==== Supplied information ====
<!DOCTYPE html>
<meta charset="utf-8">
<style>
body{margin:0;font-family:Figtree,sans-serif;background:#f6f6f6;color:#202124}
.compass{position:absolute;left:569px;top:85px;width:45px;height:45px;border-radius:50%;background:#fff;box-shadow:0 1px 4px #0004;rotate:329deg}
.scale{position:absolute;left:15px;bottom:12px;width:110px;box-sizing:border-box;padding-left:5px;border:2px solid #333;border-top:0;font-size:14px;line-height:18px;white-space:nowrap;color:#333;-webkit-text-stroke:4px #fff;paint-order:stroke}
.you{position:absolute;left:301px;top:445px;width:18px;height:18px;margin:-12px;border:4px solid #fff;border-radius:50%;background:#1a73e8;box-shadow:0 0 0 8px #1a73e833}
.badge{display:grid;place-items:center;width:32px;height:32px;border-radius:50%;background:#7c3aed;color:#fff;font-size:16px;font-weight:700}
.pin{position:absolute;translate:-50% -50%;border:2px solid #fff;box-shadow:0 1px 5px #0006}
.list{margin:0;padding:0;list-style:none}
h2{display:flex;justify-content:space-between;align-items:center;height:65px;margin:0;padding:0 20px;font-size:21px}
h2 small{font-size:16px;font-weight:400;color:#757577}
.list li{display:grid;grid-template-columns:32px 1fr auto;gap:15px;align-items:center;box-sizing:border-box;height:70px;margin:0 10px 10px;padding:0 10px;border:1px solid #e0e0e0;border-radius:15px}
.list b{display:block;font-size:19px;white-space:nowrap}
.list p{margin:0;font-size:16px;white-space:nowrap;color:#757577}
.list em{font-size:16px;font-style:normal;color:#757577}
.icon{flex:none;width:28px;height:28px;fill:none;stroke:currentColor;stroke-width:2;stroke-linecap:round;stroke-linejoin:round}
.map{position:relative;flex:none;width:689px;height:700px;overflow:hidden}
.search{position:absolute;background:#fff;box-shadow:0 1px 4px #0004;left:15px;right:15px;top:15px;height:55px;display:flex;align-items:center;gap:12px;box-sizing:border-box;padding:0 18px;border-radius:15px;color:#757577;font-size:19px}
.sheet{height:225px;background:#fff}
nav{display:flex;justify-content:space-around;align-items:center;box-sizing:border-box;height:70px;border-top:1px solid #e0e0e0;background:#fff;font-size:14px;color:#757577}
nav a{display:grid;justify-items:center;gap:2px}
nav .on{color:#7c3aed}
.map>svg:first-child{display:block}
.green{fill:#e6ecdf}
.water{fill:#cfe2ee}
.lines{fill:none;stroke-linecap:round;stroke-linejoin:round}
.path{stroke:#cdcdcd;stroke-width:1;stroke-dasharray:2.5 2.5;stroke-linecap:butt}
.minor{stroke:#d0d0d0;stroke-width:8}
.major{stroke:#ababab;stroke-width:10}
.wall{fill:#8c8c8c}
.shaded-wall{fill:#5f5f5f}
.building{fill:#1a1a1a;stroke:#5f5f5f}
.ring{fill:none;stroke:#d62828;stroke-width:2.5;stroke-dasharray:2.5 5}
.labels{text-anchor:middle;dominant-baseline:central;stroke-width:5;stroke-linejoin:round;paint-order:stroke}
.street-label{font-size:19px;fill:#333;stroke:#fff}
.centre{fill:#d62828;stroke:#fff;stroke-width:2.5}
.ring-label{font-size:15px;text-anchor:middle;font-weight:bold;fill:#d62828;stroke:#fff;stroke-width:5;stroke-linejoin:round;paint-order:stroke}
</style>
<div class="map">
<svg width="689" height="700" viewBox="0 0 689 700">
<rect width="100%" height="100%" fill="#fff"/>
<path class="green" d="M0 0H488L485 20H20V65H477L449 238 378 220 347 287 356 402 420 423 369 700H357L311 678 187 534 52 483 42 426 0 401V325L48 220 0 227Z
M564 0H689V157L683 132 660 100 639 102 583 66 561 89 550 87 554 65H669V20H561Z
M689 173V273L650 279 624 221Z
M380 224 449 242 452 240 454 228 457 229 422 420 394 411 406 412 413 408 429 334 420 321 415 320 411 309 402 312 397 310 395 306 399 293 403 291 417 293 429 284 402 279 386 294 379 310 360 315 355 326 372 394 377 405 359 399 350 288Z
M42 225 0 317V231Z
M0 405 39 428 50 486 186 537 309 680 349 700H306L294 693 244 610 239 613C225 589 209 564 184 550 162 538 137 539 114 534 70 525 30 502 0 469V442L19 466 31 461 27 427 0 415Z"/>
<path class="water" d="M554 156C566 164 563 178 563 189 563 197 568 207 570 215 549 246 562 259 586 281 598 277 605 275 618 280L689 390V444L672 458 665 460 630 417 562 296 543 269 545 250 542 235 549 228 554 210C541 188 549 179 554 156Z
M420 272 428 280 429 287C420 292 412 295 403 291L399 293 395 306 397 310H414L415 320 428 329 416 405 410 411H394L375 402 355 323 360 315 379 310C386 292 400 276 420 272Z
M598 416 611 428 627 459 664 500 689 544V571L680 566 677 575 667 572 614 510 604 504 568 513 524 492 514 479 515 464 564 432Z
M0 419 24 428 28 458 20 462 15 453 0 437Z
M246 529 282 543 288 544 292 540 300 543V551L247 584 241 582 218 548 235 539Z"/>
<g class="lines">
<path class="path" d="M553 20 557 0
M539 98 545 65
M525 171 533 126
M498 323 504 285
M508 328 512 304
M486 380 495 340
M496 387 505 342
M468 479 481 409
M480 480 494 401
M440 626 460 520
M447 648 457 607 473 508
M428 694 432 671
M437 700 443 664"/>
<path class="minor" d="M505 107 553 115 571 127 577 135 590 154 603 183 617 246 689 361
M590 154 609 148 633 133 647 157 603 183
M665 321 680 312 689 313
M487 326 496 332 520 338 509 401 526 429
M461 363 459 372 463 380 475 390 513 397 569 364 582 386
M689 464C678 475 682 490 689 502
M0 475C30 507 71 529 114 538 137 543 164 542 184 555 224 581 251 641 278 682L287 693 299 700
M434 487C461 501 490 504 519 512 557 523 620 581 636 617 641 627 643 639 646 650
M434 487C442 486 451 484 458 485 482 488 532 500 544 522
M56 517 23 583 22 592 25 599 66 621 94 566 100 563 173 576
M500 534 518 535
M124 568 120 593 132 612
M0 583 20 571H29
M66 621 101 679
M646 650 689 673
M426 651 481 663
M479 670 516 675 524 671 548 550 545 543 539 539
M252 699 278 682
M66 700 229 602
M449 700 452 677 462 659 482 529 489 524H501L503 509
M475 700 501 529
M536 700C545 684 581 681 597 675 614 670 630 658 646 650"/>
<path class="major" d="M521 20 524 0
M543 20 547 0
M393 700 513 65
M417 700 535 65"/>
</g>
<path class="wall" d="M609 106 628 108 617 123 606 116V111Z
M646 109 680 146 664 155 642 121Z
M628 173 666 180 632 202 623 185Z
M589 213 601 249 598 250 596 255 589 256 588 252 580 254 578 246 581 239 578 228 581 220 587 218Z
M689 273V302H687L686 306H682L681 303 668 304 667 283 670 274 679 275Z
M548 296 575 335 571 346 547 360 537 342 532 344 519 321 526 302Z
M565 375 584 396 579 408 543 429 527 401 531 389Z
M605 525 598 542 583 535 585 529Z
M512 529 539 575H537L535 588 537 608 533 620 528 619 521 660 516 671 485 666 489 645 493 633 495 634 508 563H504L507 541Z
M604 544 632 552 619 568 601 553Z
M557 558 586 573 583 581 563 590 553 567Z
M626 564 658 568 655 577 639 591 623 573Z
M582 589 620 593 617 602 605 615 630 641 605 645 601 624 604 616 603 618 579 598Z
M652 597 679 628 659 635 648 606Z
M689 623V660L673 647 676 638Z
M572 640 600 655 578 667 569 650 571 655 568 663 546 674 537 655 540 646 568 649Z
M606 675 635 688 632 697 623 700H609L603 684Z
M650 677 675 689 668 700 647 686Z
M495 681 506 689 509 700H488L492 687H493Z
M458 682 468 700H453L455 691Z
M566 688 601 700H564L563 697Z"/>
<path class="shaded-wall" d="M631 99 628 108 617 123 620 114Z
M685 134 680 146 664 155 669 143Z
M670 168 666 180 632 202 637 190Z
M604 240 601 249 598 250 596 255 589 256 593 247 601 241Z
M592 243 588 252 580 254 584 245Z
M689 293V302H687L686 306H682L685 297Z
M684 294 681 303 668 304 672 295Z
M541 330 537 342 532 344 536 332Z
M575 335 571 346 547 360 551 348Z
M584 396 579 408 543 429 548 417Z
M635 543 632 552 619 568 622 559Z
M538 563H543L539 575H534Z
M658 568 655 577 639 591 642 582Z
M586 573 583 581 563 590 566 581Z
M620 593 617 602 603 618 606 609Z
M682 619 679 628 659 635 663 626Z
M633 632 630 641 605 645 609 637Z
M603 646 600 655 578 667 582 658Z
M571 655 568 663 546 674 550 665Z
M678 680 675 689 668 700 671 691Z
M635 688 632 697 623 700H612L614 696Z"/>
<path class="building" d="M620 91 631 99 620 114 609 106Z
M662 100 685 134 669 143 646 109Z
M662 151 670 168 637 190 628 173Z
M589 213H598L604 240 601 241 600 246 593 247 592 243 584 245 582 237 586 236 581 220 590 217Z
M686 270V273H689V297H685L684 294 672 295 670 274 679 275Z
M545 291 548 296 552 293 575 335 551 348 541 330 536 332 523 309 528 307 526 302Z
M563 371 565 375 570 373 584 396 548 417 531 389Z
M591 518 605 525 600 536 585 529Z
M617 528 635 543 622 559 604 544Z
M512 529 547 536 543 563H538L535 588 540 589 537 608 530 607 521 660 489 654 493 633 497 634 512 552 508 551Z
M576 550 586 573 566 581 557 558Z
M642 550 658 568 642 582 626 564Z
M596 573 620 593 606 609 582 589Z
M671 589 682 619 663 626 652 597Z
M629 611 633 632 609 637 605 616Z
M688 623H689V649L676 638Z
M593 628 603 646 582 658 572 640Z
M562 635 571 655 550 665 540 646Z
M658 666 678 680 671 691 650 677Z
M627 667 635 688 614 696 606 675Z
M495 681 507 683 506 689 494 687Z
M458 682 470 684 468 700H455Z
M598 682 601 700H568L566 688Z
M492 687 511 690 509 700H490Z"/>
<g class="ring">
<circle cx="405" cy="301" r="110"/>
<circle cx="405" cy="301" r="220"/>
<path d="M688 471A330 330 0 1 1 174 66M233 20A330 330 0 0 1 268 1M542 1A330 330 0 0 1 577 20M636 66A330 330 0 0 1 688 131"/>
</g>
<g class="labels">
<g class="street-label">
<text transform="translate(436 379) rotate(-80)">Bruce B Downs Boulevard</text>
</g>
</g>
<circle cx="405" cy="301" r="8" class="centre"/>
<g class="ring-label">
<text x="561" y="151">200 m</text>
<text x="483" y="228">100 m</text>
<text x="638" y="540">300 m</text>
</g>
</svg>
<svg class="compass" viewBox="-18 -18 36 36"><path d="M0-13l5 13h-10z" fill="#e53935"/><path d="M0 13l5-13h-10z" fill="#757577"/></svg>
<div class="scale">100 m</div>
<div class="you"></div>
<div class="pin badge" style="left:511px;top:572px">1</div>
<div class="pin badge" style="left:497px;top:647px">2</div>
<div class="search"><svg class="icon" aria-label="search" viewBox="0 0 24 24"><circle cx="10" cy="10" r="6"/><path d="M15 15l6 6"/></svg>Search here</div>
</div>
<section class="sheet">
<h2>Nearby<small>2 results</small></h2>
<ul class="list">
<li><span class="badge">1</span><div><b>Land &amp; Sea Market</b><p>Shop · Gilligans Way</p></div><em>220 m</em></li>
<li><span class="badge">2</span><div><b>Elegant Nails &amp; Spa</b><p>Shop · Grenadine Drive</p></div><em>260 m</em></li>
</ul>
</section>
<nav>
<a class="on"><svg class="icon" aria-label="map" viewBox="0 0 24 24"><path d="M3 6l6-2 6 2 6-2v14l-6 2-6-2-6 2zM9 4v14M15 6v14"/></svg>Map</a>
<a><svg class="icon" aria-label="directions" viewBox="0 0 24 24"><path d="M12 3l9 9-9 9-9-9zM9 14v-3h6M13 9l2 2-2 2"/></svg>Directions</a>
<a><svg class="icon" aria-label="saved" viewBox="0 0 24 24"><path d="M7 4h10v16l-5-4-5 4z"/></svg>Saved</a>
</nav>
====
◆ **Task item**: Take from the listing above each line containing "white".

◆ **Solution for this problem**:
.scale{position:absolute;left:15px;bottom:12px;width:110px;box-sizing:border-box;padding-left:5px;border:2px solid #333;border-top:0;font-size:14px;line-height:18px;white-space:nowrap;color:#333;-webkit-text-stroke:4px #fff;paint-order:stroke}
.list b{display:block;font-size:19px;white-space:nowrap}
.list p{margin:0;font-size:16px;white-space:nowrap;color:#757577}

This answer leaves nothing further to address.